§ EXERCISE INPUT
━━━━━━━━

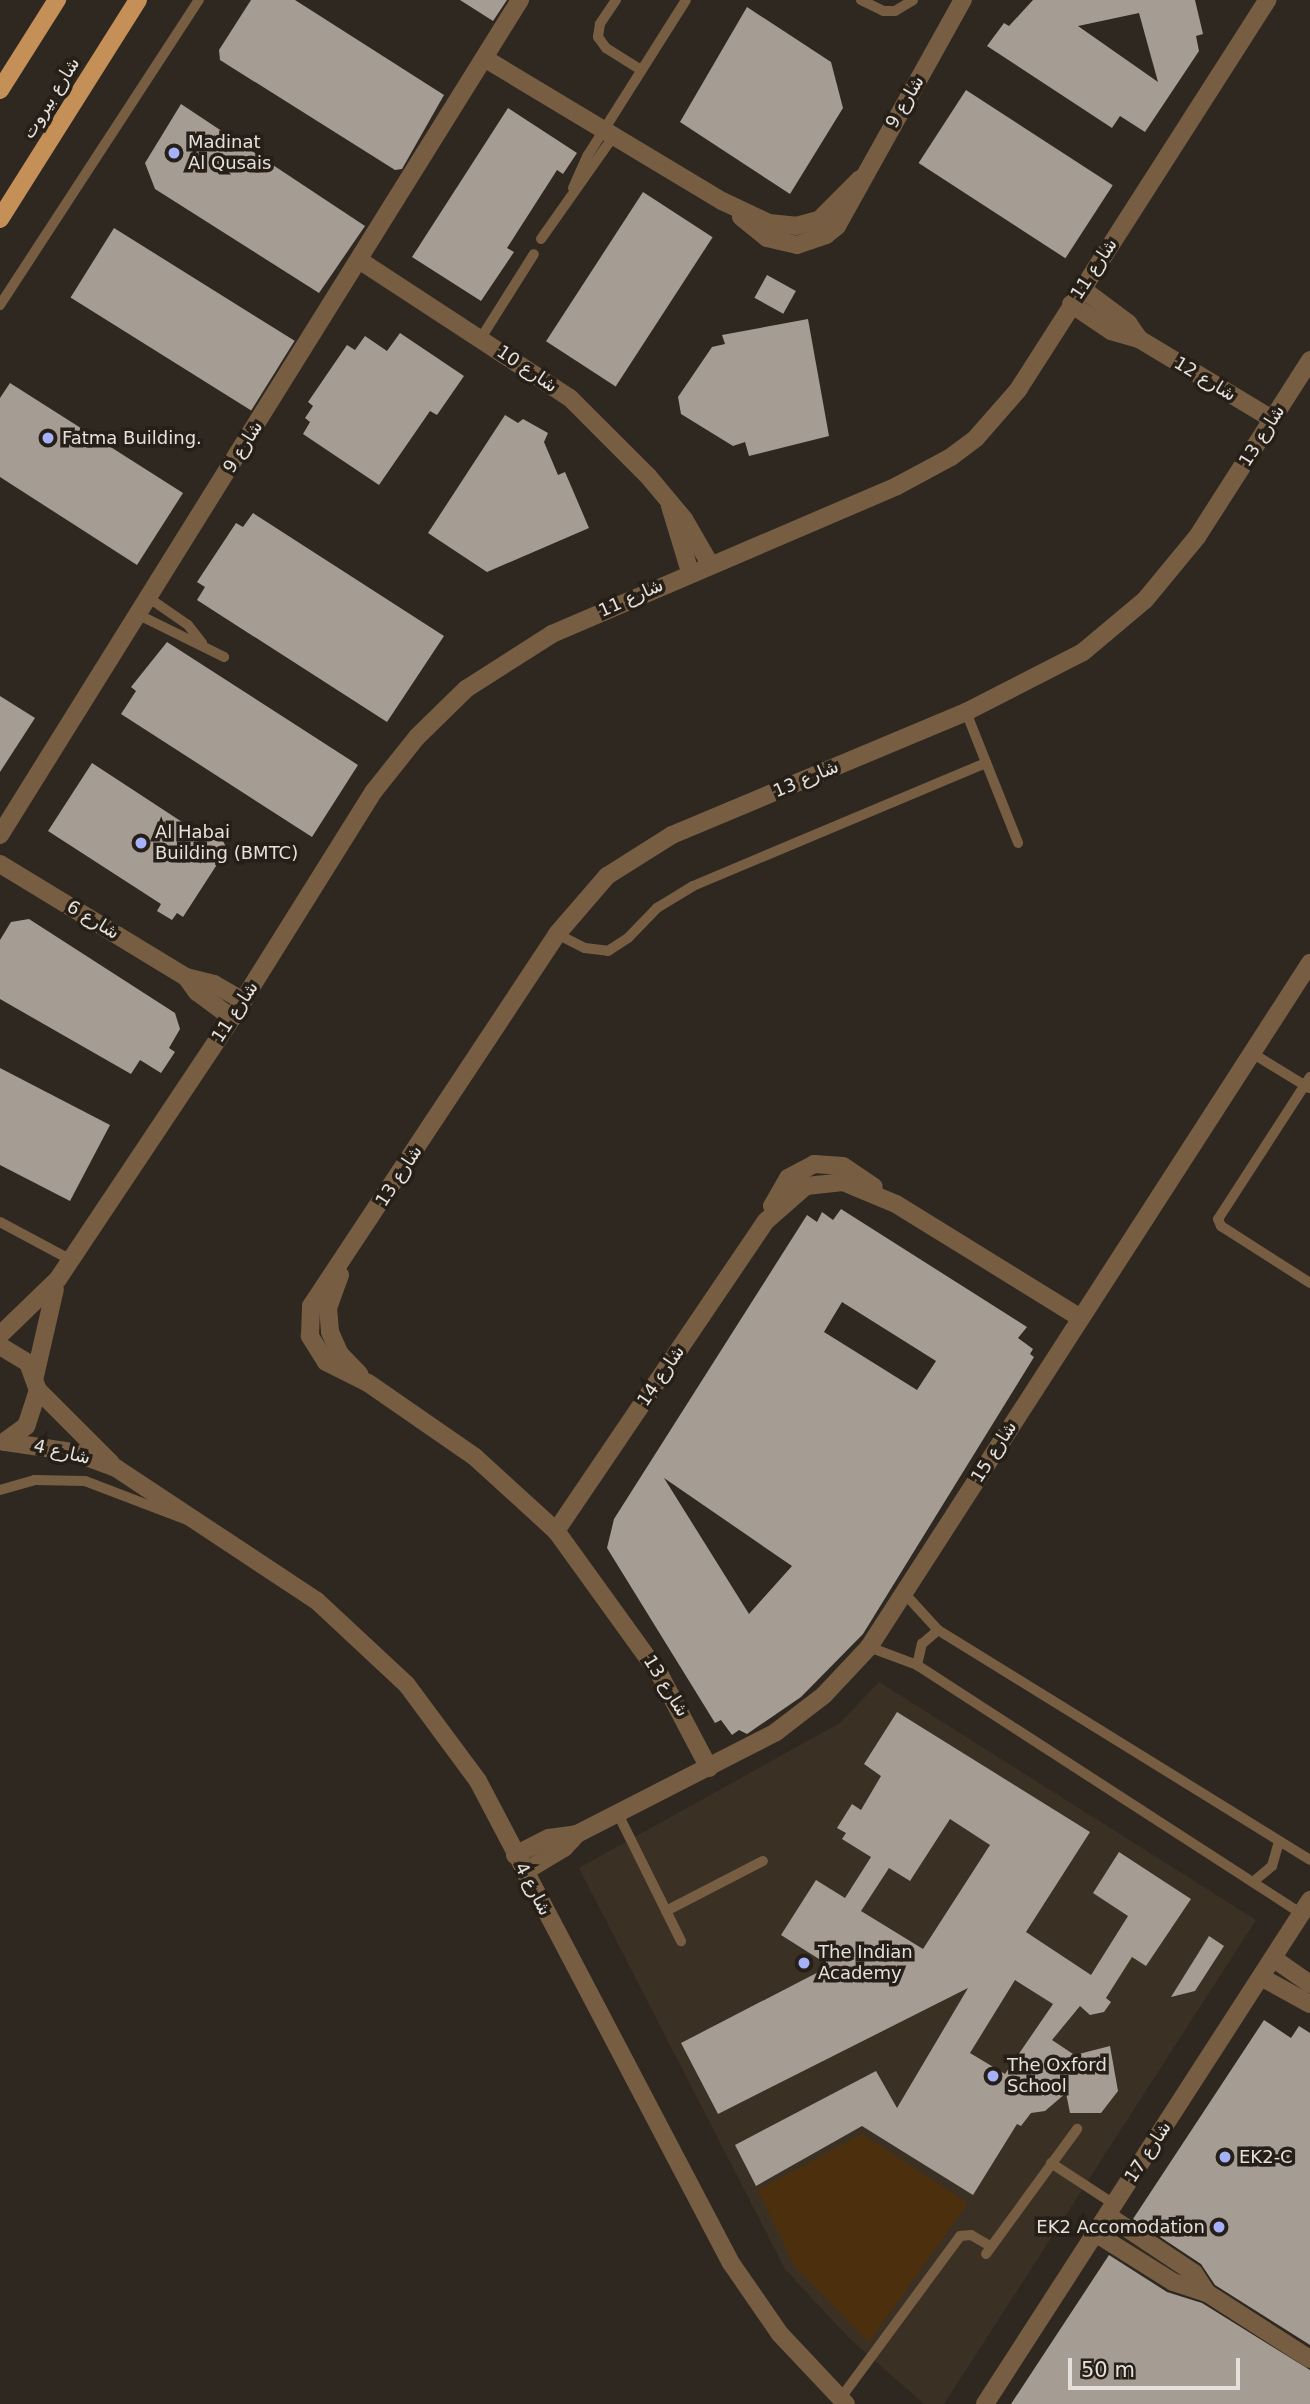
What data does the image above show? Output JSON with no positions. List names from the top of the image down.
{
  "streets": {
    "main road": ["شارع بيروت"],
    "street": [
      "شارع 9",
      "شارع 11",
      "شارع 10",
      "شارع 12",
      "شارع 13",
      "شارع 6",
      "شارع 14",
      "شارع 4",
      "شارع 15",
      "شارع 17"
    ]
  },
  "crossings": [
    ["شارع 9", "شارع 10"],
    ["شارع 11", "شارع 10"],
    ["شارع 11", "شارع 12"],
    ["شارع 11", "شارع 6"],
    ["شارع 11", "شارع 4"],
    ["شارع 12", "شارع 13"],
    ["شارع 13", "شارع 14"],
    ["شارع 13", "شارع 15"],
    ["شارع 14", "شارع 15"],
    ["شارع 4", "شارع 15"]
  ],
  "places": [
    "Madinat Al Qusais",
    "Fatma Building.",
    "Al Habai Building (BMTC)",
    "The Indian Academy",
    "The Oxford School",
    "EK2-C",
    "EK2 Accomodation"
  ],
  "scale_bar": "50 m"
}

━━━━━━━━

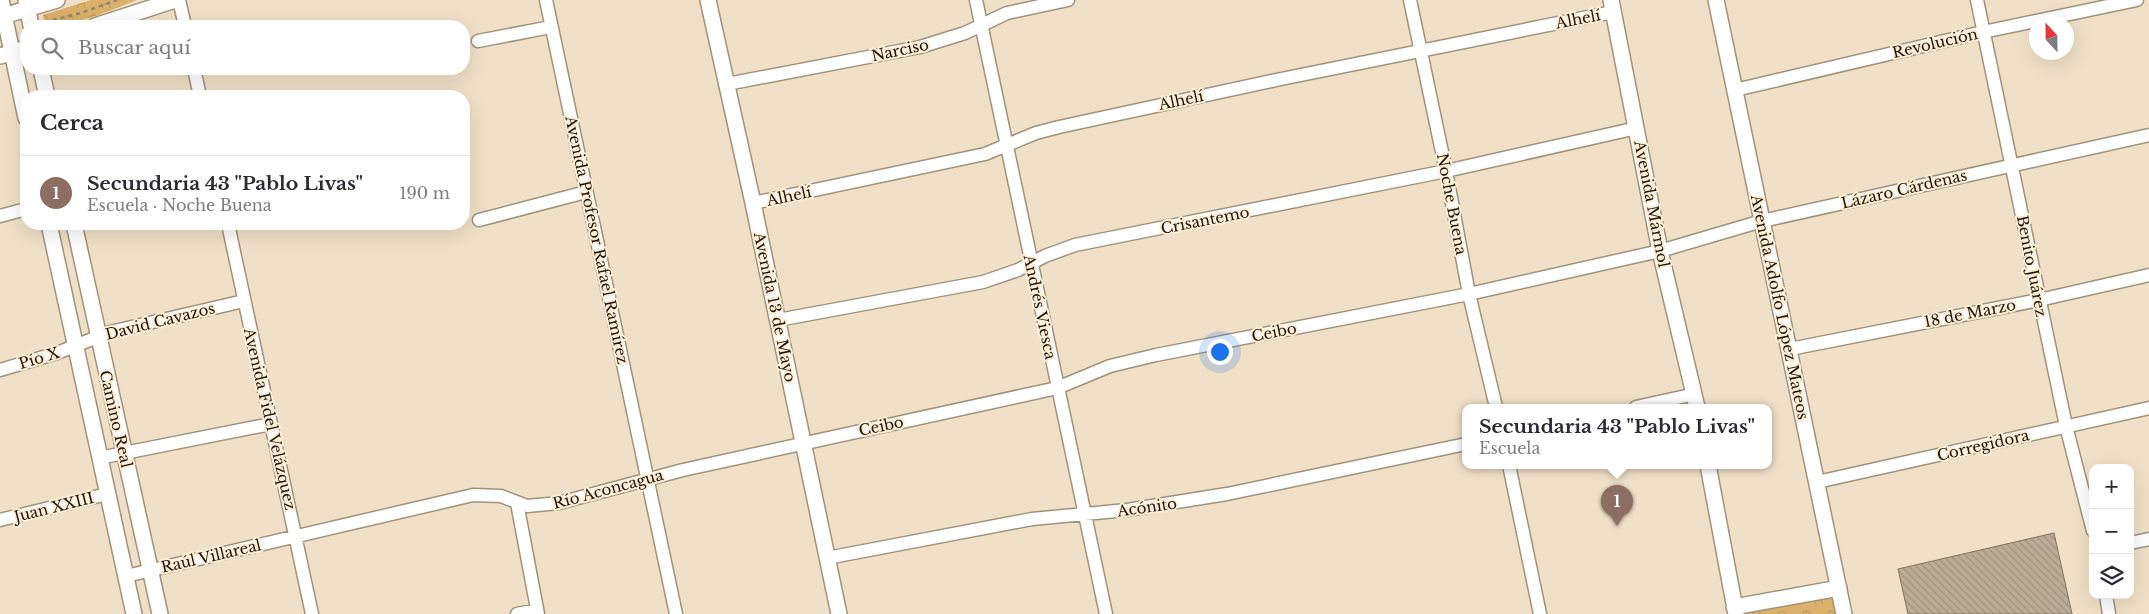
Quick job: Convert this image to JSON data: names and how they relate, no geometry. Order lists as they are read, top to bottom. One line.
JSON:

━━━━━━━━

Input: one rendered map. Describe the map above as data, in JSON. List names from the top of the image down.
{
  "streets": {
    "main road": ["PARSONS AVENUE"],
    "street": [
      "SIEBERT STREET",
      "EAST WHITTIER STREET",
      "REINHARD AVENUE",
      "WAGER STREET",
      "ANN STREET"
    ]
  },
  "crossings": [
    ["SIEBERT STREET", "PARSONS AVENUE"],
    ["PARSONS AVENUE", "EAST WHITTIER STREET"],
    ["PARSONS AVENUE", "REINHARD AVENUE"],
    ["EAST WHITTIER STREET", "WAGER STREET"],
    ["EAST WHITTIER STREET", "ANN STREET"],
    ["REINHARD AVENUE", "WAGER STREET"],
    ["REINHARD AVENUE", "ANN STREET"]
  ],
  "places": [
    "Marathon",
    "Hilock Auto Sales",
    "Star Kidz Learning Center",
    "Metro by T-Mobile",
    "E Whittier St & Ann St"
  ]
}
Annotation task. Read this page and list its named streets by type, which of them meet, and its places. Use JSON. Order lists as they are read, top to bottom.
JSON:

━━━━━━━━

§ WORK INSTRUCTIONS
Wherever the word "they" appears in the entries above, copy that line.

§ YOUR RESPONSE
Quick job: Convert this image to JSON data: names and how they relate, no geometry. Order lists as they are read, top to bottom. One line.
Annotation task. Read this page and list its named streets by type, which of them meet, and its places. Use JSON. Order lists as they are read, top to bottom.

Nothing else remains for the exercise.